In that case, one could imagine special flags to be passed to dlopen()
to hint to the static compiler that this dlopen()
call can be ignored during static compilation, or even better, to hint to the static compiler that the symbols being imported from this library should not be exported! Since during static compilation we could reintroduce the problem without that knowledge. In either case, until we get static compilation and know the requirement, I don't think we should take using dlopen
off the table. (Unless of course, Jeff shows up in this thread and proves me wrong!)
@nbecker, I think the --exclude-libs
might prevent us from calling the functions dynamically (hence from Julia) at all, unless each and every ccall
to BLAS is compiled statically.
I mentioned --exclude-libs to address static linking, which I thought Miles
Lubin had suggested.
That is, I thought the suggestion was to build julia statically linking to
libopenblas.a. In that case, it sounded like --exclude-libs might be
useful.
On Thu, Aug 21, 2014 at 12:18 PM, Steven G. Johnson <
notifications@github.com> wrote:
@nbecker https://github.com/nbecker, I think the --exclude-libs will
prevent us from calling the functions dynamically (i.e. from Julia) at all.โ
Reply to this email directly or view it on GitHub
#4923 (comment).
Statically linking openblas will make the julia binaries huge, I don't think that's a serious option. I'd prefer doing something that works the same way across all platforms. Using 64-bit integers in openblas by default was a bit of a cavalier choice in terms of compatibility with other libraries, and unless we want to reverse that choice we need to do something to mitigate the compatibility problems. (Yes Matlab made the same choice, but ask anyone who builds mex files that depend on blas, this same issue is a big problem there too.)
So can someone test if tweaking gensymbol
and/or osx.def
to add prefixes on the exported symbols works on Mac too?
@tkelman On OSX, the generated .def
file isn't a mapping, it's just a list of symbols.

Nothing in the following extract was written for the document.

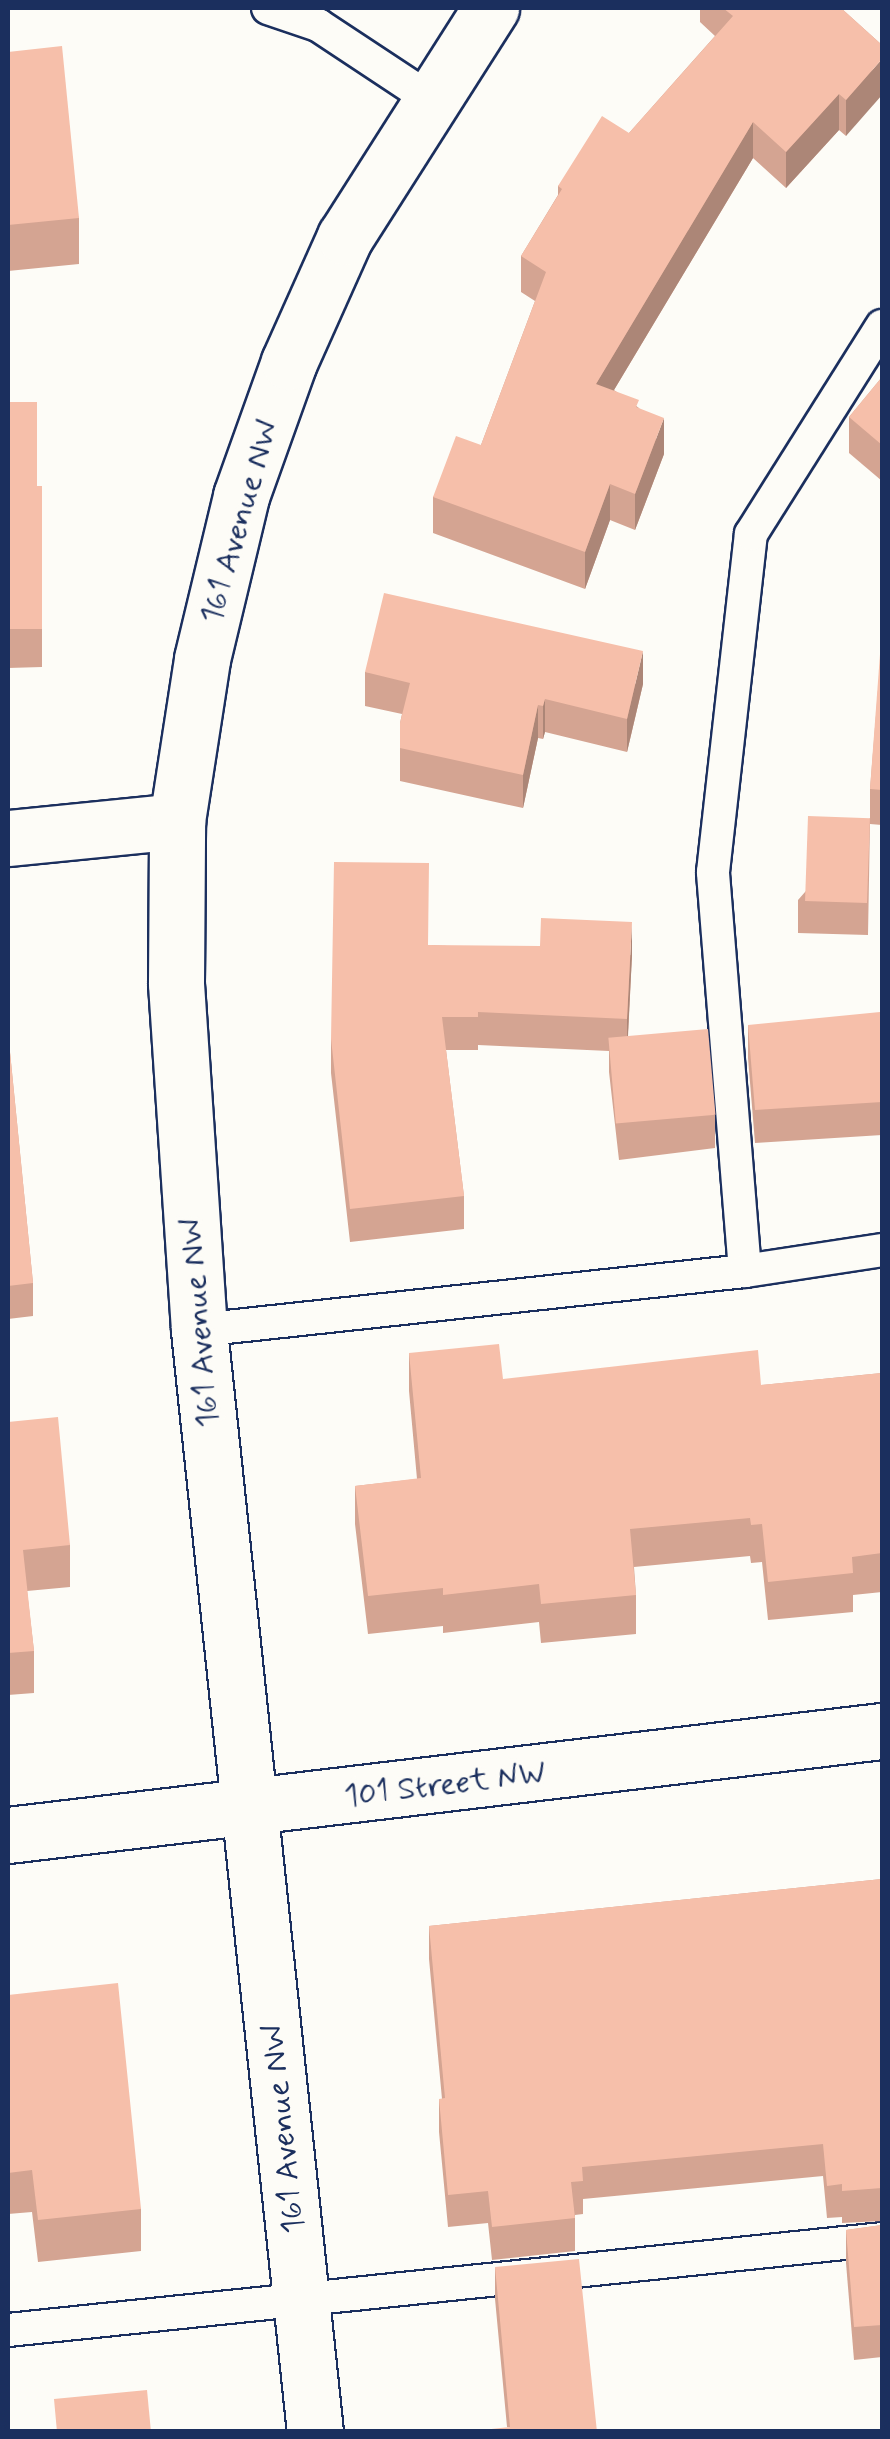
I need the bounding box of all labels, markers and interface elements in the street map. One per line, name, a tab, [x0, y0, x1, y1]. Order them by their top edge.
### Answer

So changing the list of symbols doesn't change much, unfortunately. Unless I'm misunderstanding something.
Oh. carp. Can you try a similar patch to the above #4923 (comment), but on these OSX lines instead? https://github.com/xianyi/OpenBLAS/blob/a69dd3fbc5c38f7098d1539a69963c0d2bd3163a/exports/Makefile#L96-L97
I'm not sure whether you should use osx.def
as a base (with the leading underscore on everything), or aix.def
(without leading underscores).
We don't have objcopy
on OSX. :P Le sigh.
On the plus side, I found a really neat tiny utility called objconv that I think will make our lives easier. It can manipulate PE, ELF and Mach-O, and it even has a method to replace the prefix of all symbols with a different prefix. After compiling it, (which was a refreshing exercise in simplicity), I applied this patch to OpenBLAS:
diff --git a/exports/Makefile b/exports/Makefile
index c798bc7..08f413a 100644
--- a/exports/Makefile
+++ b/exports/Makefile
@@ -93,8 +93,18 @@ libopenblas.def : gensymbol
libgoto_hpl.def : gensymbol
perl ./gensymbol win2khpl $(ARCH) dummy $(EXPRECISION) $(NO_CBLAS) $(NO_LAPACK) $(NO_LAPACKE) $(NEED2UNDERSCORES) $(ONLY_CBLAS)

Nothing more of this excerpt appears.